= GIVEN DATA =
Content starts
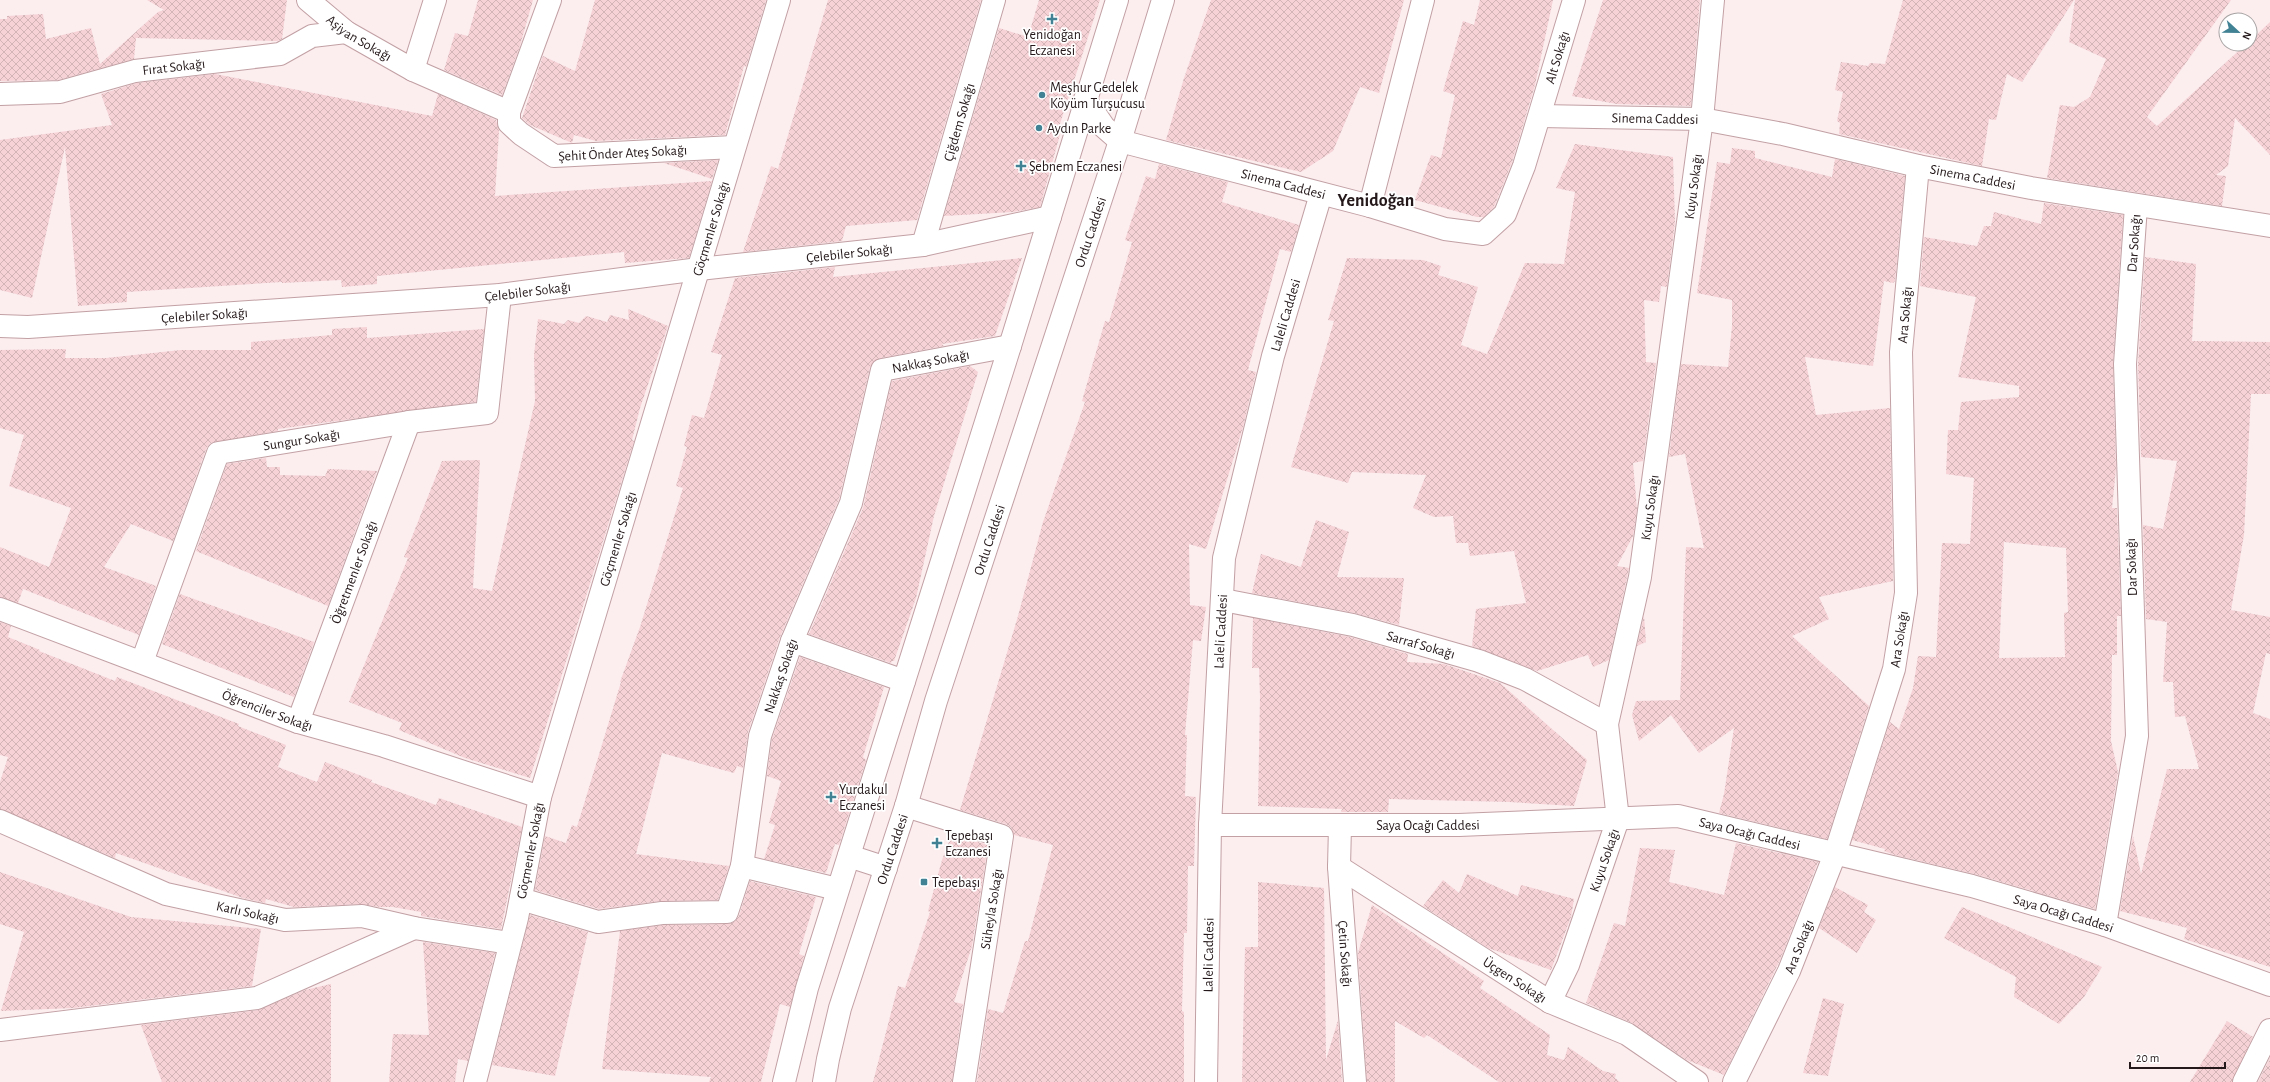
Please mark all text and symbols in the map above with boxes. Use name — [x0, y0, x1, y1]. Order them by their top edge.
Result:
north arrow — [2218, 12, 2258, 52]
street label: Aşiyan Sokağı — [323, 13, 394, 64]
marker: Yenidoğan Eczanesi — [1047, 14, 1057, 24]
place label: Yenidoğan Eczanesi — [1023, 28, 1081, 58]
street label: Alt Sokağı — [1543, 30, 1572, 86]
text: N — [2240, 30, 2253, 41]
street label: Fırat Sokağı — [142, 57, 206, 78]
place label: Meşhur Gedelek Köyüm Turşucusu — [1050, 81, 1145, 111]
street label: Çiğdem Sokağı — [942, 82, 978, 163]
marker: Meşhur Gedelek Köyüm Turşucusu — [1037, 90, 1047, 100]
street label: Sinema Caddesi — [1611, 111, 1699, 127]
place label: Aydın Parke — [1047, 122, 1111, 136]
marker: Aydın Parke — [1034, 123, 1044, 133]
street label: Şehit Önder Ateş Sokağı — [558, 143, 688, 164]
street label: Kuyu Sokağı — [1683, 153, 1705, 220]
place label: Şebnem Eczanesi — [1029, 160, 1122, 174]
marker: Şebnem Eczanesi — [1016, 161, 1026, 171]
street label: Sinema Caddesi — [1929, 162, 2017, 193]
street label: Sinema Caddesi — [1239, 167, 1327, 202]
street label: Göçmenler Sokağı — [691, 180, 732, 278]
district label: Yenidoğan — [1338, 192, 1414, 210]
street label: Ordu Caddesi — [1073, 195, 1109, 269]
street label: Dar Sokağı — [2125, 214, 2143, 273]
street label: Çelebiler Sokağı — [806, 242, 893, 265]
street label: Laleli Caddesi — [1269, 277, 1303, 353]
street label: Çelebiler Sokağı — [484, 280, 572, 304]
street label: Ara Sokağı — [1896, 286, 1915, 344]
street label: Çelebiler Sokağı — [161, 306, 248, 326]
street label: Nakkaş Sokağı — [891, 348, 971, 376]
street label: Sungur Sokağı — [262, 427, 341, 454]
street label: Kuyu Sokağı — [1639, 474, 1662, 541]
street label: Göçmenler Sokağı — [598, 490, 639, 588]
street label: Ordu Caddesi — [972, 503, 1008, 577]
street label: Öğretmenler Sokağı — [326, 519, 380, 626]
street label: Dar Sokağı — [2124, 538, 2140, 596]
street label: Laleli Caddesi — [1212, 594, 1230, 669]
street label: Ara Sokağı — [1888, 610, 1911, 669]
street label: Sarraf Sokağı — [1385, 629, 1456, 662]
street label: Nakkaş Sokağı — [762, 637, 800, 716]
street label: Öğrenciler Sokağı — [220, 685, 314, 734]
place label: Yurdakul Eczanesi — [839, 783, 888, 813]
marker: Yurdakul Eczanesi — [826, 792, 836, 802]
street label: Göçmenler Sokağı — [515, 801, 547, 900]
street label: Ordu Caddesi — [875, 812, 911, 886]
street label: Saya Ocağı Caddesi — [1698, 815, 1802, 853]
street label: Saya Ocağı Caddesi — [1376, 818, 1480, 833]
street label: Kuyu Sokağı — [1588, 827, 1622, 894]
place label: Tepebaşı Eczanesi — [945, 829, 993, 859]
marker: Tepebaşı Eczanesi — [932, 838, 942, 848]
street label: Süheyla Sokağı — [979, 868, 1005, 951]
place label: Tepebaşı — [932, 876, 980, 890]
marker: Tepebaşı — [919, 877, 929, 887]
street label: Saya Ocağı Caddesi — [2012, 893, 2115, 936]
street label: Karlı Sokağı — [215, 899, 280, 926]
street label: Laleli Caddesi — [1201, 918, 1217, 993]
street label: Ara Sokağı — [1783, 918, 1816, 976]
street label: Çetin Sokağı — [1335, 920, 1354, 988]
street label: Üçgen Sokağı — [1480, 952, 1549, 1006]
scale bar — [2130, 1044, 2225, 1070]
text: 20 m — [2136, 1052, 2159, 1064]

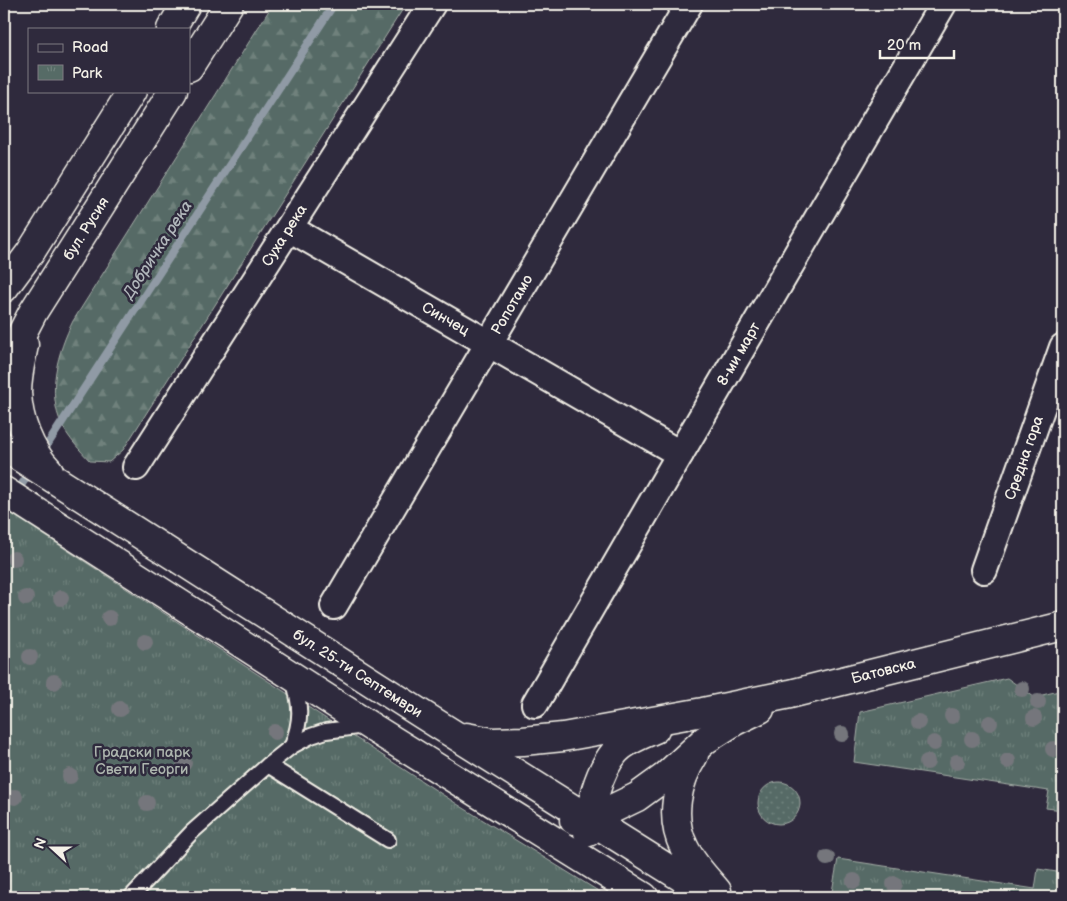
Content ends
= EXERCISE DESCRIPTION =
All lines carrying the word "Laleli" must be copied from the data above.

= ANSWER =
street label: Laleli Caddesi — [1269, 277, 1303, 353]
street label: Laleli Caddesi — [1212, 594, 1230, 669]
street label: Laleli Caddesi — [1201, 918, 1217, 993]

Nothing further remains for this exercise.